By turns the capital of the Roman Empire, the centre of Byzantium and Ottoman Constantinople, the mystical allure of Istanbul has been attracting visitors for centuries.
It's crowded, chaotic and creative, a sensory overload of sights, sounds and smells; a city of contrasts where old meets new and Europe meets Asia, not only geographically but culturally. And it’s all reflected in its eclectic cuisine, from street stalls to sleek restaurants.
My journey began with a sesame-covered, bagel-like simit in Sultanahmet, the city's historical heart and the showcase of its Ottoman and Byzantine roots. Some of the most iconic sites are here – the Blue Mosque, Hagia Sophia and Topkaki Palace – displaying the country’s finest decorative arts.

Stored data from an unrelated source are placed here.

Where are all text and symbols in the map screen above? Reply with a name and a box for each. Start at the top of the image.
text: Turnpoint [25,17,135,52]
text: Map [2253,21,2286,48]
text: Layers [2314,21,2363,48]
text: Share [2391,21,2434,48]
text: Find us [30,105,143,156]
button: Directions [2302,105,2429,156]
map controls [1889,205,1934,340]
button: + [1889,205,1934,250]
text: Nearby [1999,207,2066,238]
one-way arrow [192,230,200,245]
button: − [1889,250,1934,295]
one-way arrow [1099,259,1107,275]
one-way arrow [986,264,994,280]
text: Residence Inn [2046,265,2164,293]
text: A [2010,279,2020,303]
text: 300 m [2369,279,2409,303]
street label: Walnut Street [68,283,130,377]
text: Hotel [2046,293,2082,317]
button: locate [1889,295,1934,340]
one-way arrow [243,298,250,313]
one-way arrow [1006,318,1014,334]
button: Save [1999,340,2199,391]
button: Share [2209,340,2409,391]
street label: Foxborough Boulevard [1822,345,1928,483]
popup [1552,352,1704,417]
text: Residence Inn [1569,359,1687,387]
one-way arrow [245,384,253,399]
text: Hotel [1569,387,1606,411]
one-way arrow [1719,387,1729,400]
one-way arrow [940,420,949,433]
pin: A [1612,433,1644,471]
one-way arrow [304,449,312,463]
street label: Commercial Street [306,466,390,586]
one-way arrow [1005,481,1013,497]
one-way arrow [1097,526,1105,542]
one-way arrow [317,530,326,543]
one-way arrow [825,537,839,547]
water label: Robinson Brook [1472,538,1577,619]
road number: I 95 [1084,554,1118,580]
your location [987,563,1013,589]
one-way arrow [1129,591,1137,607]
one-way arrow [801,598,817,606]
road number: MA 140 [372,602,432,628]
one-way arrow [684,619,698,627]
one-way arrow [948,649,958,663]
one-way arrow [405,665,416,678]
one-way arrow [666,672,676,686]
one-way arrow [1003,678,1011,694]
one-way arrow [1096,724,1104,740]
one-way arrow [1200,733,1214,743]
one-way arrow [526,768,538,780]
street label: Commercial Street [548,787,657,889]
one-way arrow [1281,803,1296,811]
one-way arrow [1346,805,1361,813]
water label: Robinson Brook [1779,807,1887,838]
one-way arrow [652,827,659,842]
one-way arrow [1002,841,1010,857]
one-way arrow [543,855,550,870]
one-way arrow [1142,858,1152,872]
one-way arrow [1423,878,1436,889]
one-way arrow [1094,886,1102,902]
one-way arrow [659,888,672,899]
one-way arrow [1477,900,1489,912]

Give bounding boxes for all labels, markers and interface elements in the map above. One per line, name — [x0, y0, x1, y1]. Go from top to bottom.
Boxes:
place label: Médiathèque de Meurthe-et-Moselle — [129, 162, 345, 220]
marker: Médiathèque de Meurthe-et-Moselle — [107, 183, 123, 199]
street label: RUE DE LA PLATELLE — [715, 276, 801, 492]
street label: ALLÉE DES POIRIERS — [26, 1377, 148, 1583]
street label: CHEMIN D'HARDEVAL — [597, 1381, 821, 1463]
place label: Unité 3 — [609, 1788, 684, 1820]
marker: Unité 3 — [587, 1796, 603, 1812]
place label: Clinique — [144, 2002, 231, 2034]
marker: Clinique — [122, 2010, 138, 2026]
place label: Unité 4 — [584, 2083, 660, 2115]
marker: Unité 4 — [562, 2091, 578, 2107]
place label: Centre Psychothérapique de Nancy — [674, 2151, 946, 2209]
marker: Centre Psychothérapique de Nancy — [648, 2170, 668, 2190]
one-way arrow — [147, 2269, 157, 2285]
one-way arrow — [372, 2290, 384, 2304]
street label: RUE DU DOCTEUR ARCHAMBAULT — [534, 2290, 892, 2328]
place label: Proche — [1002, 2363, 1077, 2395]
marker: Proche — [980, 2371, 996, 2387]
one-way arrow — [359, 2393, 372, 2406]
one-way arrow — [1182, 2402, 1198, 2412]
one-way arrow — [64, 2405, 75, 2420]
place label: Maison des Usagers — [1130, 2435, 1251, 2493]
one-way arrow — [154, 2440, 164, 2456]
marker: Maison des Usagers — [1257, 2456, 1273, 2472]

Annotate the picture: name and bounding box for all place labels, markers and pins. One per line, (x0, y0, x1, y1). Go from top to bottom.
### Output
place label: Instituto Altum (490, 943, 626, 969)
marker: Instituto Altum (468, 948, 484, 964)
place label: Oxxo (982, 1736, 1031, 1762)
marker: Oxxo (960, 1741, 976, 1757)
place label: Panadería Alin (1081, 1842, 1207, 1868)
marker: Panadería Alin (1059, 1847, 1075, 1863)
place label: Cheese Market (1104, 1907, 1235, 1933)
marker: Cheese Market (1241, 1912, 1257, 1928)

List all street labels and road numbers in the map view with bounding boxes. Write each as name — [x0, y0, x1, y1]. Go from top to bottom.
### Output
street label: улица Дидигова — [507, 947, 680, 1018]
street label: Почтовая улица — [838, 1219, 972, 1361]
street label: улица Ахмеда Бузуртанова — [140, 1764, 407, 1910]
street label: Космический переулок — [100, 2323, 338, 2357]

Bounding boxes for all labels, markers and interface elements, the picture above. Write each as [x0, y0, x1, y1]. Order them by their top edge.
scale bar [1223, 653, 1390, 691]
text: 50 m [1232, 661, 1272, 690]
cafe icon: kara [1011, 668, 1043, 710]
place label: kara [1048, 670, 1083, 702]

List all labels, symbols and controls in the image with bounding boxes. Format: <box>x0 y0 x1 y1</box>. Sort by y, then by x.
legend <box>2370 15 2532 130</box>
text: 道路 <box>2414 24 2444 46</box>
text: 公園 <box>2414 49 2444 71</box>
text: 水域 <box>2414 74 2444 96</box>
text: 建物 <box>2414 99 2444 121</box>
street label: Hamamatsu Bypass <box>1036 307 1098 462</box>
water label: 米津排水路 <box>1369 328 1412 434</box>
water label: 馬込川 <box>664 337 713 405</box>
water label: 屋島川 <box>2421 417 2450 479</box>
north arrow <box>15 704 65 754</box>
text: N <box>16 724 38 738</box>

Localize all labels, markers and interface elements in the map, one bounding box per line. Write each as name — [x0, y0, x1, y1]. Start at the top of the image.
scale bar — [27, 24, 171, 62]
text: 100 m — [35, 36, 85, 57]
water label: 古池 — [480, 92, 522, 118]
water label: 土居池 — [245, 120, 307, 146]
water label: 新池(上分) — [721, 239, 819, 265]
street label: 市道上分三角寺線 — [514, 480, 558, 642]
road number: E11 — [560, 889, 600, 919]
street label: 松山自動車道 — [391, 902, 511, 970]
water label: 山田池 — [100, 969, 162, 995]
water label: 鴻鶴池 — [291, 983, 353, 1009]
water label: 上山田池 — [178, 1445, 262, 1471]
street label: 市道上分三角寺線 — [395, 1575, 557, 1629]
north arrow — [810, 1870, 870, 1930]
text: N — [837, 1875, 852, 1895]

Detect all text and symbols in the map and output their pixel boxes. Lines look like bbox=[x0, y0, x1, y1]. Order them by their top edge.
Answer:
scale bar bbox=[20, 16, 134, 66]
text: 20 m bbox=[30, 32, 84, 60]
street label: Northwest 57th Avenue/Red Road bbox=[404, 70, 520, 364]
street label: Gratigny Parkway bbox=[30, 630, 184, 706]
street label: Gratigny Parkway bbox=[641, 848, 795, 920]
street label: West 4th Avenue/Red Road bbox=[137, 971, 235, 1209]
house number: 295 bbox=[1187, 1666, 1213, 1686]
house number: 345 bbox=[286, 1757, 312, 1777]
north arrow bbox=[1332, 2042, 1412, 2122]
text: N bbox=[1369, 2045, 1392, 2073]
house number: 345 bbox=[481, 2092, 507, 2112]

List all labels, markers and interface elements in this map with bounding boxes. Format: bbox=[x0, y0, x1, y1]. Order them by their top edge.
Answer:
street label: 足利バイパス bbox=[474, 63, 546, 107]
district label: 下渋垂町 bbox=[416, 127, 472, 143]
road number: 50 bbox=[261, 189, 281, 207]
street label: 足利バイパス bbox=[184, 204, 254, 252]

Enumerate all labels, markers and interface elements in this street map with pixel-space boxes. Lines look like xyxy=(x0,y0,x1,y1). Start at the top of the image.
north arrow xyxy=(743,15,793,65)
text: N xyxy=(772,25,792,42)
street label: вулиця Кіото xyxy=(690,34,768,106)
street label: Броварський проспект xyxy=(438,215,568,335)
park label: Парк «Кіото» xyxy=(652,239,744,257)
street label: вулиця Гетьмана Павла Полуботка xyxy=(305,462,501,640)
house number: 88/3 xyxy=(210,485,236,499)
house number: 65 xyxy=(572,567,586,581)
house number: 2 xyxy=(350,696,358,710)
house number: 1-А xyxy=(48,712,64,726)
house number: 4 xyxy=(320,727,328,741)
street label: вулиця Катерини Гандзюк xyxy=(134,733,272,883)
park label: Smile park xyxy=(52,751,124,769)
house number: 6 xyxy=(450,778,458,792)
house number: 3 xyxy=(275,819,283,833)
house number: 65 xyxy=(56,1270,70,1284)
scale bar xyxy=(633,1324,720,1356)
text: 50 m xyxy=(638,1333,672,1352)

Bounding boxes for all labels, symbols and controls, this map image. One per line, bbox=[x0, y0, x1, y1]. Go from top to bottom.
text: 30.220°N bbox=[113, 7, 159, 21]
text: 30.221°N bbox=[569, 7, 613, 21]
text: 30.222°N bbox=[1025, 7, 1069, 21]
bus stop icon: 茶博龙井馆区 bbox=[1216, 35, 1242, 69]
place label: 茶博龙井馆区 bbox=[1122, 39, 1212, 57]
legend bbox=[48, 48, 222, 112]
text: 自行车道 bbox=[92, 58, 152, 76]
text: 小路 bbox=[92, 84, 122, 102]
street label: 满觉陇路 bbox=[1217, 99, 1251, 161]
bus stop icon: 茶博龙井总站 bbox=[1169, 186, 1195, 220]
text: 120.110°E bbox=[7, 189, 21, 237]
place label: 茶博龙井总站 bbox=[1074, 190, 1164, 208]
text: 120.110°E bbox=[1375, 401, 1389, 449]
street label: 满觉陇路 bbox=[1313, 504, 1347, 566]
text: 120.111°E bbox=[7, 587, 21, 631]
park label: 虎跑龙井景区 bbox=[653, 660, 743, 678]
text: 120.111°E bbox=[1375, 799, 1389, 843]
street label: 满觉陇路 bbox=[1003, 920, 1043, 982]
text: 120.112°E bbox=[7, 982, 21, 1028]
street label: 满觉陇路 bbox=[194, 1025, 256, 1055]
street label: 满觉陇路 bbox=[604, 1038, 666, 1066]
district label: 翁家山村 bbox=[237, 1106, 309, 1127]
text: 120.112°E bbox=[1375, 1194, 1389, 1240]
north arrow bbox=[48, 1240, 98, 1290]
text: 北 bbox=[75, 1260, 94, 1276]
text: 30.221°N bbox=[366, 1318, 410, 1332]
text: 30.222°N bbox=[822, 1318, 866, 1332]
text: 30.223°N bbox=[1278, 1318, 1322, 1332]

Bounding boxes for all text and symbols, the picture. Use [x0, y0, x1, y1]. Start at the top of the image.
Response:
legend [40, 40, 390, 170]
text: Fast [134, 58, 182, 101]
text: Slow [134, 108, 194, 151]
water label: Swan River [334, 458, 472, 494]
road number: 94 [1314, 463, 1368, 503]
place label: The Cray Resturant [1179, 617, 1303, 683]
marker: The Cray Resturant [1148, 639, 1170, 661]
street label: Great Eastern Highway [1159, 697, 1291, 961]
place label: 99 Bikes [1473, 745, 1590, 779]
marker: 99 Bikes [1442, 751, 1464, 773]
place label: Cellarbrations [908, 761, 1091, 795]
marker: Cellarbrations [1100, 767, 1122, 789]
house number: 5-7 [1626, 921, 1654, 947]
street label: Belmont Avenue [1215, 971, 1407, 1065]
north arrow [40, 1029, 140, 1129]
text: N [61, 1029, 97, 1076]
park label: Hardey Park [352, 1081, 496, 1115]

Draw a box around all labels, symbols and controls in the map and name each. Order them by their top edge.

The city is a century-old hub for merchants. Its Grand Bazaar, built in 1461, is said to be the world’s oldest and largest covered market, a labyrinth of over 60 streets lined with around 4,000 shops selling everything from ceramics to carpets, slippers to spices.
A must-try was the city’s illustrious lokum – Turkish delight – from Haci Bekir. Established in 1777, the shop was named after its owner and is still run by the fifth generation of the same family. I tried some of their sugar-dusted, tangy lemon and creamy vanilla confections before choosing a box of sweet-scented rose-flavoured morsels.
To the north, the Galata Bridge spans the Golden Horn, the body of water that separates old and new Istanbul. At the end of the bridge, hungry commuters can grab a fish sandwich straight off the grill, or sit on a rickety stool under a plastic awning and dine on deep-fried hamsi, Black Sea anchovies, served with a squeeze of lemon.
Street food is an integral part of Turkish culture and it can see you through the day. Oval-shaped pide and round lahmacun – wafer-thin pastry topped with ground meat and spices – is the Turkish take on pizza, ideally washed down with a glass of yogurt-based ayran. After a long night, Istanbullus have an array of options to choose from; doner kebabs or more elaborate Iskender – meat served over cubes of flatbread cooked in a tomato sauce and smothered in garlicky yoghurt – or kokoreç, a sandwich of spiced lamb intestines grilled over charcoal.
There are just as many types of restaurants in Istanbul as there are dishes. The Turkish meyhane, or tavern, offers meze (tapas-style hot and cold dishes), while the traditional lokanta is a no-frills affair that serves home cooking. Nowadays, the city sees a new generation of national chefs taking the dishes granny made and giving them a contemporary spin in high-class restaurants.
First-time visitors often overlook upscale Nişantaşi, which has a distinctly European flavour. It became a residential neighbourhood in 1853 when the Sultan moved his court from Topkapi Palace to nearby Dolmabahçe Palace. Abdi Ipekçi Caddesi is still considered to be among the city’s most desirable addresses, lined with designer boutiques housed in Art Nouveau buildings.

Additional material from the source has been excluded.